___ Working data ___
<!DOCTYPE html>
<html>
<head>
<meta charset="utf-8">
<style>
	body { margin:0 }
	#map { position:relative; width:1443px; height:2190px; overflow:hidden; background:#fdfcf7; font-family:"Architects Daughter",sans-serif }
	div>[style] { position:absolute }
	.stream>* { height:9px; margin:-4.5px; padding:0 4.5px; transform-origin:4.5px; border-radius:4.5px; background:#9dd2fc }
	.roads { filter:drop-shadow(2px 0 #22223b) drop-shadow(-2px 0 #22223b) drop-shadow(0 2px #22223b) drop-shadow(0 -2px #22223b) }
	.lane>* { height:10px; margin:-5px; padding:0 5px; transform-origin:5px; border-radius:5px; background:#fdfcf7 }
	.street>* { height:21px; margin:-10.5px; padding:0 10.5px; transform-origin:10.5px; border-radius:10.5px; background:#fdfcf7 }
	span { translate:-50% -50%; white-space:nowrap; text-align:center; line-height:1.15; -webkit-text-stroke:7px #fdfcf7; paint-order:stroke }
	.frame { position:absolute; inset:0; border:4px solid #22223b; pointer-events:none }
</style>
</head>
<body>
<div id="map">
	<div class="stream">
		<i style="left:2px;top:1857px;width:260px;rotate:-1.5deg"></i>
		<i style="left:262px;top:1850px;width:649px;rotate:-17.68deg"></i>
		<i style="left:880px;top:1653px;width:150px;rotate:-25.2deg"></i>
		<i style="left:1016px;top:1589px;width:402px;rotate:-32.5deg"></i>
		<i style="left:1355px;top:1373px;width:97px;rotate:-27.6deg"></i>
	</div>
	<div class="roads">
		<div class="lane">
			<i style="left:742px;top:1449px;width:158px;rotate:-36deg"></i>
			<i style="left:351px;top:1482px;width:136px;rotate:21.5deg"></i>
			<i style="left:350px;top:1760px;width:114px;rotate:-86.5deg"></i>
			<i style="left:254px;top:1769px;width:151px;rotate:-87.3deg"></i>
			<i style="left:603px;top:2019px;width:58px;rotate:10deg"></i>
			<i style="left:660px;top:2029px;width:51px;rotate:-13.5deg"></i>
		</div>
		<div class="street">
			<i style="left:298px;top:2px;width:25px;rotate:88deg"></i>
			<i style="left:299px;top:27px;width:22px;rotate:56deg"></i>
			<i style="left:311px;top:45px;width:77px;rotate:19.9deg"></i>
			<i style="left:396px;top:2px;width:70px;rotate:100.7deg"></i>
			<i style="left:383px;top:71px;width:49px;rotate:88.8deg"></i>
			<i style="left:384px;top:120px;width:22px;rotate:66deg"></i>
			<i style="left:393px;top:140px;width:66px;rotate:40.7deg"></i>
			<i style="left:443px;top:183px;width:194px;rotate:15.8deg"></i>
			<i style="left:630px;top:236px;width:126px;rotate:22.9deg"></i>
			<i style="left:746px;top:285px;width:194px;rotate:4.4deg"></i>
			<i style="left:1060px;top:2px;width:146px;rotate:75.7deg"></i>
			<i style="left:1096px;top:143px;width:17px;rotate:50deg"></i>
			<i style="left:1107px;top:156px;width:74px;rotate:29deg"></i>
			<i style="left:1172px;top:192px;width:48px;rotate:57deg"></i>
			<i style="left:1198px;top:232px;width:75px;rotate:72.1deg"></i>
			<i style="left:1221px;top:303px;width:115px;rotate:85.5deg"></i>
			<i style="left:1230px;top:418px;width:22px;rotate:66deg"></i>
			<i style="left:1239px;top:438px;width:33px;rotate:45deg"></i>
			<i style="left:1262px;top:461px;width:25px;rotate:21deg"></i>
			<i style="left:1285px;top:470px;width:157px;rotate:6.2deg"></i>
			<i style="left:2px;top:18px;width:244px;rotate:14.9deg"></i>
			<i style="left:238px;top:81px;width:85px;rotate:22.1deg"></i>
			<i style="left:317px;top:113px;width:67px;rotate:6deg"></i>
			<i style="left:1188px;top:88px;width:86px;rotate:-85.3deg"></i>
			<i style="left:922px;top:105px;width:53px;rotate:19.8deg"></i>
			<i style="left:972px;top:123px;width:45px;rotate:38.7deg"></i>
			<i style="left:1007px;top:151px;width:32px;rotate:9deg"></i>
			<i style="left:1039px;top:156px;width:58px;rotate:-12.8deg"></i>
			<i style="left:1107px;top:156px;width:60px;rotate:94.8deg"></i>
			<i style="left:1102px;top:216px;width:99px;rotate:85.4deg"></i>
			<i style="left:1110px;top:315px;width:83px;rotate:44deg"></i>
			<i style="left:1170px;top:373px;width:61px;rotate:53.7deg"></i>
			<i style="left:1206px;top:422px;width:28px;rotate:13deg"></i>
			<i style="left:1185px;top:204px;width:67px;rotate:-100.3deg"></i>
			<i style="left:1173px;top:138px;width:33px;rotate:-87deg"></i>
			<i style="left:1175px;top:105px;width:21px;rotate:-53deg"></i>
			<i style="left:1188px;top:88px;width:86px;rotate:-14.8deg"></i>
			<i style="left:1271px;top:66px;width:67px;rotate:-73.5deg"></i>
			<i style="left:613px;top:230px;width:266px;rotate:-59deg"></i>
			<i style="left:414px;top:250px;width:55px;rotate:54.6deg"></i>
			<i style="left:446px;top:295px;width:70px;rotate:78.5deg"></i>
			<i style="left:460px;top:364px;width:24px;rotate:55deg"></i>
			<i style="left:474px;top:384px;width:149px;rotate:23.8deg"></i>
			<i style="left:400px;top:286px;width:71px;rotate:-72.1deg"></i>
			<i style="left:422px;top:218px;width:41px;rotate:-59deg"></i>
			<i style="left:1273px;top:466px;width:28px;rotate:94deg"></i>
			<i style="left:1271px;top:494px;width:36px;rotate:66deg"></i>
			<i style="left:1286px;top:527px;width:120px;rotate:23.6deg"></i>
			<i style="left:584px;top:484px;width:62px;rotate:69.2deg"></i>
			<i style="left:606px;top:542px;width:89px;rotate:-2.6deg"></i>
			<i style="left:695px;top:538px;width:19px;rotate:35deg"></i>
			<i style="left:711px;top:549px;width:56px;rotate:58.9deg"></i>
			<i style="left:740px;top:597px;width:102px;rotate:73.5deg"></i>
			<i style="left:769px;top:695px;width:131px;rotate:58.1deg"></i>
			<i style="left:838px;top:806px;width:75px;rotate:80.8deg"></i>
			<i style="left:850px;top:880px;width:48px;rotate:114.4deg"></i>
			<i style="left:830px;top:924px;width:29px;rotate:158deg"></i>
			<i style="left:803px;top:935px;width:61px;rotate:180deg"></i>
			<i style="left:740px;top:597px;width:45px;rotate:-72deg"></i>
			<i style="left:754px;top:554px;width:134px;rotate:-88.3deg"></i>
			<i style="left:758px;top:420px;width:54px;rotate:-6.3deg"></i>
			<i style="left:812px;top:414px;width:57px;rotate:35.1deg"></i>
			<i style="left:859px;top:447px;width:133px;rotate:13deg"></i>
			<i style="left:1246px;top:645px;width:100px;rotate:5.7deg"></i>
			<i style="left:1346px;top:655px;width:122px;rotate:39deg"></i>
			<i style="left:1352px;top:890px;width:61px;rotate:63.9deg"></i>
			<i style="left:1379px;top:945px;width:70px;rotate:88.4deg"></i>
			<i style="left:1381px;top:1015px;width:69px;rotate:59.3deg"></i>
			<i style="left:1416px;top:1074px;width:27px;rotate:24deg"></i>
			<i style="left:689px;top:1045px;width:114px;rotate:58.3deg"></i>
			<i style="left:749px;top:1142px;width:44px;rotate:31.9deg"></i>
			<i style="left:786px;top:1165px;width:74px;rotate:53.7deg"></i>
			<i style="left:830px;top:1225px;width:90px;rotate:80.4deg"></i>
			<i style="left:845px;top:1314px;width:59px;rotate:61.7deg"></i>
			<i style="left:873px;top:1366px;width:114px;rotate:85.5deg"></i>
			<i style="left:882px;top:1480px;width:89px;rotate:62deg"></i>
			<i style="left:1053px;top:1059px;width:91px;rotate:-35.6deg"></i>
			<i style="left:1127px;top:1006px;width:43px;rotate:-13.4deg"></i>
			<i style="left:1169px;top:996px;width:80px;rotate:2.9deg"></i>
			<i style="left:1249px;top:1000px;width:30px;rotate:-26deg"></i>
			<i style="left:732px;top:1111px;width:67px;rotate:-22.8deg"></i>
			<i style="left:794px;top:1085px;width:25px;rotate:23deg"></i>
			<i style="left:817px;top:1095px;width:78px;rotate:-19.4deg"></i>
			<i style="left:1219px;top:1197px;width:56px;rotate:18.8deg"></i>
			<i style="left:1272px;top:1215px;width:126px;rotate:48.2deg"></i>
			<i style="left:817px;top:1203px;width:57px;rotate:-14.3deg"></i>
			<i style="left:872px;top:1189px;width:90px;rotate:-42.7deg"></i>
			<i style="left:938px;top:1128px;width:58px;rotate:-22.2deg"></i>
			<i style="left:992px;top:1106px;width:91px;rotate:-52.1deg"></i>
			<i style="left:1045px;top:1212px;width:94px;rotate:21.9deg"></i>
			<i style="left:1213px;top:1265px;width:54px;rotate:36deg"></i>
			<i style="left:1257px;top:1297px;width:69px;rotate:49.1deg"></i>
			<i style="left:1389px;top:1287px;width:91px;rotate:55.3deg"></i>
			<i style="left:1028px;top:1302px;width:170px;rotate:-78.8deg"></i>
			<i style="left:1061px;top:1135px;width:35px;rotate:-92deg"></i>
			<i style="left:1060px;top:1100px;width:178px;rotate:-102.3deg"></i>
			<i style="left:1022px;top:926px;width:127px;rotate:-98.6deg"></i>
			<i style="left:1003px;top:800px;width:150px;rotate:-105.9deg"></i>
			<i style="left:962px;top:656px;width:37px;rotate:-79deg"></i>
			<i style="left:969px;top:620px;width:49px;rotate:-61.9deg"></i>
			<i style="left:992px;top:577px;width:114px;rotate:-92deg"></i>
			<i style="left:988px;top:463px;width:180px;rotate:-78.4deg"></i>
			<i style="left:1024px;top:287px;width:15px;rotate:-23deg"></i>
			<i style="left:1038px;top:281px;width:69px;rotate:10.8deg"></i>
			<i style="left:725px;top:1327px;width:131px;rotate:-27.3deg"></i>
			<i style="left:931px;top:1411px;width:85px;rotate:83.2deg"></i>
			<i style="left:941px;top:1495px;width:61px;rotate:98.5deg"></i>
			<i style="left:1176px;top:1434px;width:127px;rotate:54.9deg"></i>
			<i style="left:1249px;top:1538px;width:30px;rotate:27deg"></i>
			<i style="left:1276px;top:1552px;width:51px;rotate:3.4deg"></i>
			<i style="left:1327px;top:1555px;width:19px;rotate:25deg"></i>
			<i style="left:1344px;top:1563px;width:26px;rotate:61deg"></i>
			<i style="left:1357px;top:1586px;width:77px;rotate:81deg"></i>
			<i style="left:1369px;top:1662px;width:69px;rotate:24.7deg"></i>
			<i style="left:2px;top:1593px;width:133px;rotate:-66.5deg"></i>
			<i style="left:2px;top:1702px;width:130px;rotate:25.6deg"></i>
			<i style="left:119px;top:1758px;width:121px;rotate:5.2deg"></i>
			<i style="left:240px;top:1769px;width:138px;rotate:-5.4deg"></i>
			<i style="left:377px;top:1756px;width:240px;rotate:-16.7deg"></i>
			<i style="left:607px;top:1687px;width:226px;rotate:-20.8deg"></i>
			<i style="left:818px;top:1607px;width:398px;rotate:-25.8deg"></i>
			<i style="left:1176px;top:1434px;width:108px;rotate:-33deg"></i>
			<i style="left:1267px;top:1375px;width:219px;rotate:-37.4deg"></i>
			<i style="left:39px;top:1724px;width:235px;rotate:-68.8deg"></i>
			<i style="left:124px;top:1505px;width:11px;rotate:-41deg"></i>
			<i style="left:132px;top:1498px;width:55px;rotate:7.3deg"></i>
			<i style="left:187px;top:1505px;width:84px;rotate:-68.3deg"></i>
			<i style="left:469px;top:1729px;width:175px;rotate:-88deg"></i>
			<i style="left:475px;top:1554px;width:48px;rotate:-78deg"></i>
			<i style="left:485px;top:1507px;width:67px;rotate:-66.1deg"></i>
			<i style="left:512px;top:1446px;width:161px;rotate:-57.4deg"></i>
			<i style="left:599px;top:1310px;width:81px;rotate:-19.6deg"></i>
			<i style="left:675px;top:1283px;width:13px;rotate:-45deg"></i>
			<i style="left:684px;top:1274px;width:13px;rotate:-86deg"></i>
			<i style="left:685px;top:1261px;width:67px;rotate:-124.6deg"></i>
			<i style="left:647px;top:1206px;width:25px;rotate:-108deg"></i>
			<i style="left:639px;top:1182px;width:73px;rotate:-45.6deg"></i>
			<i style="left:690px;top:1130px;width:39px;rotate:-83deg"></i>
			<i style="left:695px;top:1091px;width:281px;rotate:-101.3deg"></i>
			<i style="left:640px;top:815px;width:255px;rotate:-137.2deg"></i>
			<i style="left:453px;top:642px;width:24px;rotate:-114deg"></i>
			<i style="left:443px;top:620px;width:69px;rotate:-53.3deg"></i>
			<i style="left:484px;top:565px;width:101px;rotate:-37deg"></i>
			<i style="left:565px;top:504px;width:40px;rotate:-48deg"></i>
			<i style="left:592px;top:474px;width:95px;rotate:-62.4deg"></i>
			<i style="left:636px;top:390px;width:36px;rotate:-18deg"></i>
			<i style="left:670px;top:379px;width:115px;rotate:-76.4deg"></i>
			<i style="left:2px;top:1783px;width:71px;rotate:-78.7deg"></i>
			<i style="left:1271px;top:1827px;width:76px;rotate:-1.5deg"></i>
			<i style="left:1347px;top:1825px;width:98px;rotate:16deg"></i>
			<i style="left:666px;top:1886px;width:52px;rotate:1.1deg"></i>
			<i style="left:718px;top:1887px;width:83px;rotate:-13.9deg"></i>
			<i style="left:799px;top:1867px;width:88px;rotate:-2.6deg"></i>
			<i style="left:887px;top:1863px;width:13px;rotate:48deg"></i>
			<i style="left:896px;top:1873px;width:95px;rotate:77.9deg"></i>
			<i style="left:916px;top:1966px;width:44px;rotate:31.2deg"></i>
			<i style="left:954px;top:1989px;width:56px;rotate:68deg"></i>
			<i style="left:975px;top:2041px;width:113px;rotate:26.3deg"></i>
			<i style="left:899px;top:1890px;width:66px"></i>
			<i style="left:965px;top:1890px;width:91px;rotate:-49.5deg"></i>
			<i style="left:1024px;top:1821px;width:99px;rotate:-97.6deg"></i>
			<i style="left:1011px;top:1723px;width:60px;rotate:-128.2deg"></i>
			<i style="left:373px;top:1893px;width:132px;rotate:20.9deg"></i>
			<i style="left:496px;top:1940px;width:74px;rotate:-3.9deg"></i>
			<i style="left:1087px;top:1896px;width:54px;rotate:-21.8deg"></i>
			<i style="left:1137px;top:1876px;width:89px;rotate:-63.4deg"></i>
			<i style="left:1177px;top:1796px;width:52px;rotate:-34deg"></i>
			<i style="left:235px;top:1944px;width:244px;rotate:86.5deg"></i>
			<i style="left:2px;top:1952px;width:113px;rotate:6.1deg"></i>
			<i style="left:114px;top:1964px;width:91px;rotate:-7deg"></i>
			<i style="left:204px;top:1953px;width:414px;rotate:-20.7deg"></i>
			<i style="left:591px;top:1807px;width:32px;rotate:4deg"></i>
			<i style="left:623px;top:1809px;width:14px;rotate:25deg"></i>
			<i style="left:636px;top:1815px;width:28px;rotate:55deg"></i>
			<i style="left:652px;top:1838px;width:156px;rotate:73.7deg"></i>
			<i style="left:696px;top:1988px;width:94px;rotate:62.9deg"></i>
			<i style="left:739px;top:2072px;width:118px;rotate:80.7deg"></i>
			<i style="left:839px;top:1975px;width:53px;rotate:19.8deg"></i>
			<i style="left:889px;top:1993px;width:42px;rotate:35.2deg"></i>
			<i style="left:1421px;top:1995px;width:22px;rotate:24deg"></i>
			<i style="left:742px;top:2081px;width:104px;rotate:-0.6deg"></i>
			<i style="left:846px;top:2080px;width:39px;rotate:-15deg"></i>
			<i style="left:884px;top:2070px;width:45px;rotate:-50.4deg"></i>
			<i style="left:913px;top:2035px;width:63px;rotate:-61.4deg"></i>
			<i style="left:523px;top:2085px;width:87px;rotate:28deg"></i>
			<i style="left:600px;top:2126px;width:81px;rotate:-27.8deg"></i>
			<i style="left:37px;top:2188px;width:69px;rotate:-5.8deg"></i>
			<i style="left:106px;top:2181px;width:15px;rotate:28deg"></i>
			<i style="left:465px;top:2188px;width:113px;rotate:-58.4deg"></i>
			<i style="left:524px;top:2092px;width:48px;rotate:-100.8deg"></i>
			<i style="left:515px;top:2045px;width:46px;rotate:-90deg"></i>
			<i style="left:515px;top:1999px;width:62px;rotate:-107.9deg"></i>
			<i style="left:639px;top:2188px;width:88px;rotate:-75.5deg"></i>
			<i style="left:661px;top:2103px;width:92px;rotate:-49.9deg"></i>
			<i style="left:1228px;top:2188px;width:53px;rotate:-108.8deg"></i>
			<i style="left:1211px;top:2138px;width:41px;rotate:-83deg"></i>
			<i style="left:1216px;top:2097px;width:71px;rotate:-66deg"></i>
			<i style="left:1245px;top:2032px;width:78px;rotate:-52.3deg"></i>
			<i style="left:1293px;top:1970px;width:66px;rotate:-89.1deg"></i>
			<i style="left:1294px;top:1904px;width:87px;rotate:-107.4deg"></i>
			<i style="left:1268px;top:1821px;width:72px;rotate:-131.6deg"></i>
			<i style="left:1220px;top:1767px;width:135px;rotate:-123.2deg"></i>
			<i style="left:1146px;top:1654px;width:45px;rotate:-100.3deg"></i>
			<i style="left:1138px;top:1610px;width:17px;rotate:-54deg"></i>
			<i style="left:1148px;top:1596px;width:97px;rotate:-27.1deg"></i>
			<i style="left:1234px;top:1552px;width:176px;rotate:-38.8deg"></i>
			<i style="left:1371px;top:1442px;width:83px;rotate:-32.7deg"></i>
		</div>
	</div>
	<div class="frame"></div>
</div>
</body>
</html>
___
__Aim of the exercise__
Lines that hold the word "roads" are the ones to copy from the entries above.

__Answer box__
	.roads { filter:drop-shadow(2px 0 #22223b) drop-shadow(-2px 0 #22223b) drop-shadow(0 2px #22223b) drop-shadow(0 -2px #22223b) }
	<div class="roads">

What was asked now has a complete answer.